ASSIGNMENT: Go through the records and extract every line with the word "halo".

Stored items:
⟨

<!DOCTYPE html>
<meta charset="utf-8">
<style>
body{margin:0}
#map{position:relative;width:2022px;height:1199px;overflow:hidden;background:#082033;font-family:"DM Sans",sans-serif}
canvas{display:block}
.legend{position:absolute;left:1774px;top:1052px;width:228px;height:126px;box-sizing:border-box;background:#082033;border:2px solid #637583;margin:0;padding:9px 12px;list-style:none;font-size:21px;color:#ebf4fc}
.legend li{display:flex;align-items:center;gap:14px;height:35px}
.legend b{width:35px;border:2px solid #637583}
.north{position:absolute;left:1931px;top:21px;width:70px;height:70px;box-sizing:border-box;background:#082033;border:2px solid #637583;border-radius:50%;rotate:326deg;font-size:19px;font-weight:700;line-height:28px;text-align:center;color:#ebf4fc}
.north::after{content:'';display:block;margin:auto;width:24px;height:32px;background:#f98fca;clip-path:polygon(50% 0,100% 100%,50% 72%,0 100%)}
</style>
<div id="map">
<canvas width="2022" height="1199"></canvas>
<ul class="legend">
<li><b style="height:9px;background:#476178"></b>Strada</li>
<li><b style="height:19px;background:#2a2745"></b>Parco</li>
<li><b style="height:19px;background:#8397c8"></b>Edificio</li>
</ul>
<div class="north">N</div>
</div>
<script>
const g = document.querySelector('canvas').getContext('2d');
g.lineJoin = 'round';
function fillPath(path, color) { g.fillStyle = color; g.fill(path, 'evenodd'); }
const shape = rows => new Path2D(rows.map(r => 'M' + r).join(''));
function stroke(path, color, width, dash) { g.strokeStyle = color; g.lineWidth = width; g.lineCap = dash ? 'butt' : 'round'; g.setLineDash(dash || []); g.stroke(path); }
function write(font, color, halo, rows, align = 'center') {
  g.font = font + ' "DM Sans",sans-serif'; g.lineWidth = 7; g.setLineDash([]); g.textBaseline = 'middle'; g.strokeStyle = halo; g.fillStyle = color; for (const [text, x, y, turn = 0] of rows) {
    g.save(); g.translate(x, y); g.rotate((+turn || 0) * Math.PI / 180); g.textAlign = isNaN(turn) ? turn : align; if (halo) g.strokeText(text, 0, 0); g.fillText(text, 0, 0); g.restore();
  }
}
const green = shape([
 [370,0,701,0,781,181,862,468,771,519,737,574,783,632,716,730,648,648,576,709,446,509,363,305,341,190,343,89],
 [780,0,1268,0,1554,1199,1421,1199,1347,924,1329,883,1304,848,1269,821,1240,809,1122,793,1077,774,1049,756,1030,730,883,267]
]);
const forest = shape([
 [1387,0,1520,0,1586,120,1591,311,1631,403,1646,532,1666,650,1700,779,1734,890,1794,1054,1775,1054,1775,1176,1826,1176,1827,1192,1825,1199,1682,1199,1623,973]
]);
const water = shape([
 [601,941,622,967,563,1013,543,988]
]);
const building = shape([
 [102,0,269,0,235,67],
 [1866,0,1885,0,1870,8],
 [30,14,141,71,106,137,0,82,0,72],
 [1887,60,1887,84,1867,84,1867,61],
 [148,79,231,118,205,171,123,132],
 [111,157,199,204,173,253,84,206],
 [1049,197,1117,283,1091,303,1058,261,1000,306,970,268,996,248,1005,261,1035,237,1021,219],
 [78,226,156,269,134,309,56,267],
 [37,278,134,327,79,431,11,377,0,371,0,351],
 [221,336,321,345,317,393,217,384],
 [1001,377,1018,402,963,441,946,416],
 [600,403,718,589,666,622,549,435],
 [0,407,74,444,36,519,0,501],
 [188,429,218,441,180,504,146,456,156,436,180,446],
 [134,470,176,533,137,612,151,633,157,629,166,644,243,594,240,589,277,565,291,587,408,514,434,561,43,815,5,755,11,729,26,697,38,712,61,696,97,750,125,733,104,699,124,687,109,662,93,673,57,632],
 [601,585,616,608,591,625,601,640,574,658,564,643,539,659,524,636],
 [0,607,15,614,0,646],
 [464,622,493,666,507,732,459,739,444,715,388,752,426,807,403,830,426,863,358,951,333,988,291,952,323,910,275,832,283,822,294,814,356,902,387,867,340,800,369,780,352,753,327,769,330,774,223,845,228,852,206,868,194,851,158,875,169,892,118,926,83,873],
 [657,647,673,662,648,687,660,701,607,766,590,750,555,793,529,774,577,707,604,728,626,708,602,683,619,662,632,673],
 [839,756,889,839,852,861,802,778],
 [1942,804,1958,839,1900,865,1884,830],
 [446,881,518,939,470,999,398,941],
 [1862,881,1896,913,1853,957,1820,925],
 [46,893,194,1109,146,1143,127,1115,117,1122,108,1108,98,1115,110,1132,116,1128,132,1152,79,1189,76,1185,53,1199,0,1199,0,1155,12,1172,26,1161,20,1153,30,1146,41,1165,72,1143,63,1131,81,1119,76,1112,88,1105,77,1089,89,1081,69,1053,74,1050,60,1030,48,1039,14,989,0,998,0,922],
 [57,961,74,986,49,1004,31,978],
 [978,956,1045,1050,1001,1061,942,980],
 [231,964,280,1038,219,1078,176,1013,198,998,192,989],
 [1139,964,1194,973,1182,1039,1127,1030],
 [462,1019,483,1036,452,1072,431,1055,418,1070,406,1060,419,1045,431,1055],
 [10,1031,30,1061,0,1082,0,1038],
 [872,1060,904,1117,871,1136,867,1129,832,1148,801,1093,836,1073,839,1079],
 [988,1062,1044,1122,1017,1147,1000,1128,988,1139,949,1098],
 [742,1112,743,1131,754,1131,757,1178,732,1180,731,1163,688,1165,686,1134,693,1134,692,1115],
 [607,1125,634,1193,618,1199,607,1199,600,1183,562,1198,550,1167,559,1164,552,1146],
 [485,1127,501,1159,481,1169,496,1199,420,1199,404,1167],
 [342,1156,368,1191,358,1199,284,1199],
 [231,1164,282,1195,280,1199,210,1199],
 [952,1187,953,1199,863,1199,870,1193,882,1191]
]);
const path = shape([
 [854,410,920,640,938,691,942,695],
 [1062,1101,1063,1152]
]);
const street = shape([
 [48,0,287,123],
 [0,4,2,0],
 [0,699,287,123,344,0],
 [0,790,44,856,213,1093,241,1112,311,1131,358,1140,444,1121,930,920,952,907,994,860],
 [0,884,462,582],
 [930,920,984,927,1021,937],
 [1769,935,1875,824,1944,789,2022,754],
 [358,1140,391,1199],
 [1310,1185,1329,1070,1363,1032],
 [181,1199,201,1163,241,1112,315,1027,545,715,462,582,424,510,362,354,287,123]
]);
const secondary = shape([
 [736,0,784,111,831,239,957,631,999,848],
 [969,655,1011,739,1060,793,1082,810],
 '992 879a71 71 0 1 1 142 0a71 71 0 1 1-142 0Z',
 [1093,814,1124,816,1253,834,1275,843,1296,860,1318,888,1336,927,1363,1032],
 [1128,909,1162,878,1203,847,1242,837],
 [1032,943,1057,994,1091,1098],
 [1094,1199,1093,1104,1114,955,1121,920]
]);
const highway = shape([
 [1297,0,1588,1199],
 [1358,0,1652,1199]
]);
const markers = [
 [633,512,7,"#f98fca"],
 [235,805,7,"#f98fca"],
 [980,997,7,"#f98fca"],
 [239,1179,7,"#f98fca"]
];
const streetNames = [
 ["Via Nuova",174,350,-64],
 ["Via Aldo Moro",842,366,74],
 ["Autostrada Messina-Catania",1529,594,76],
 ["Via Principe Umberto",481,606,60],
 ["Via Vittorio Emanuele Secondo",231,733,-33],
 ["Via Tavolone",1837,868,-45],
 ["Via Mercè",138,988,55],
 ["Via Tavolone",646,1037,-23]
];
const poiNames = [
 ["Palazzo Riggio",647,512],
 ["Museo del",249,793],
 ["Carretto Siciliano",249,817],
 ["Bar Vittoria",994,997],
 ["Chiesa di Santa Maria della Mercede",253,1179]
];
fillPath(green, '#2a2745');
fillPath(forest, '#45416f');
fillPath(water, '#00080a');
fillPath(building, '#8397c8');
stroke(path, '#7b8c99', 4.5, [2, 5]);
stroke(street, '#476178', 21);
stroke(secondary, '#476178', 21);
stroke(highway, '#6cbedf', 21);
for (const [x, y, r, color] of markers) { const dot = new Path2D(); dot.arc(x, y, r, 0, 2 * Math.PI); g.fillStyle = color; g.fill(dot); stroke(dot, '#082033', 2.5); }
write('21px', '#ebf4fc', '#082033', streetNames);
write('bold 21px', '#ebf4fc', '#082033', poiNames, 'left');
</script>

⟩

TASK OUTPUT:
function write(font, color, halo, rows, align = 'center') {
  g.font = font + ' "DM Sans",sans-serif'; g.lineWidth = 7; g.setLineDash([]); g.textBaseline = 'middle'; g.strokeStyle = halo; g.fillStyle = color; for (const [text, x, y, turn = 0] of rows) {
    g.save(); g.translate(x, y); g.rotate((+turn || 0) * Math.PI / 180); g.textAlign = isNaN(turn) ? turn : align; if (halo) g.strokeText(text, 0, 0); g.fillText(text, 0, 0); g.restore();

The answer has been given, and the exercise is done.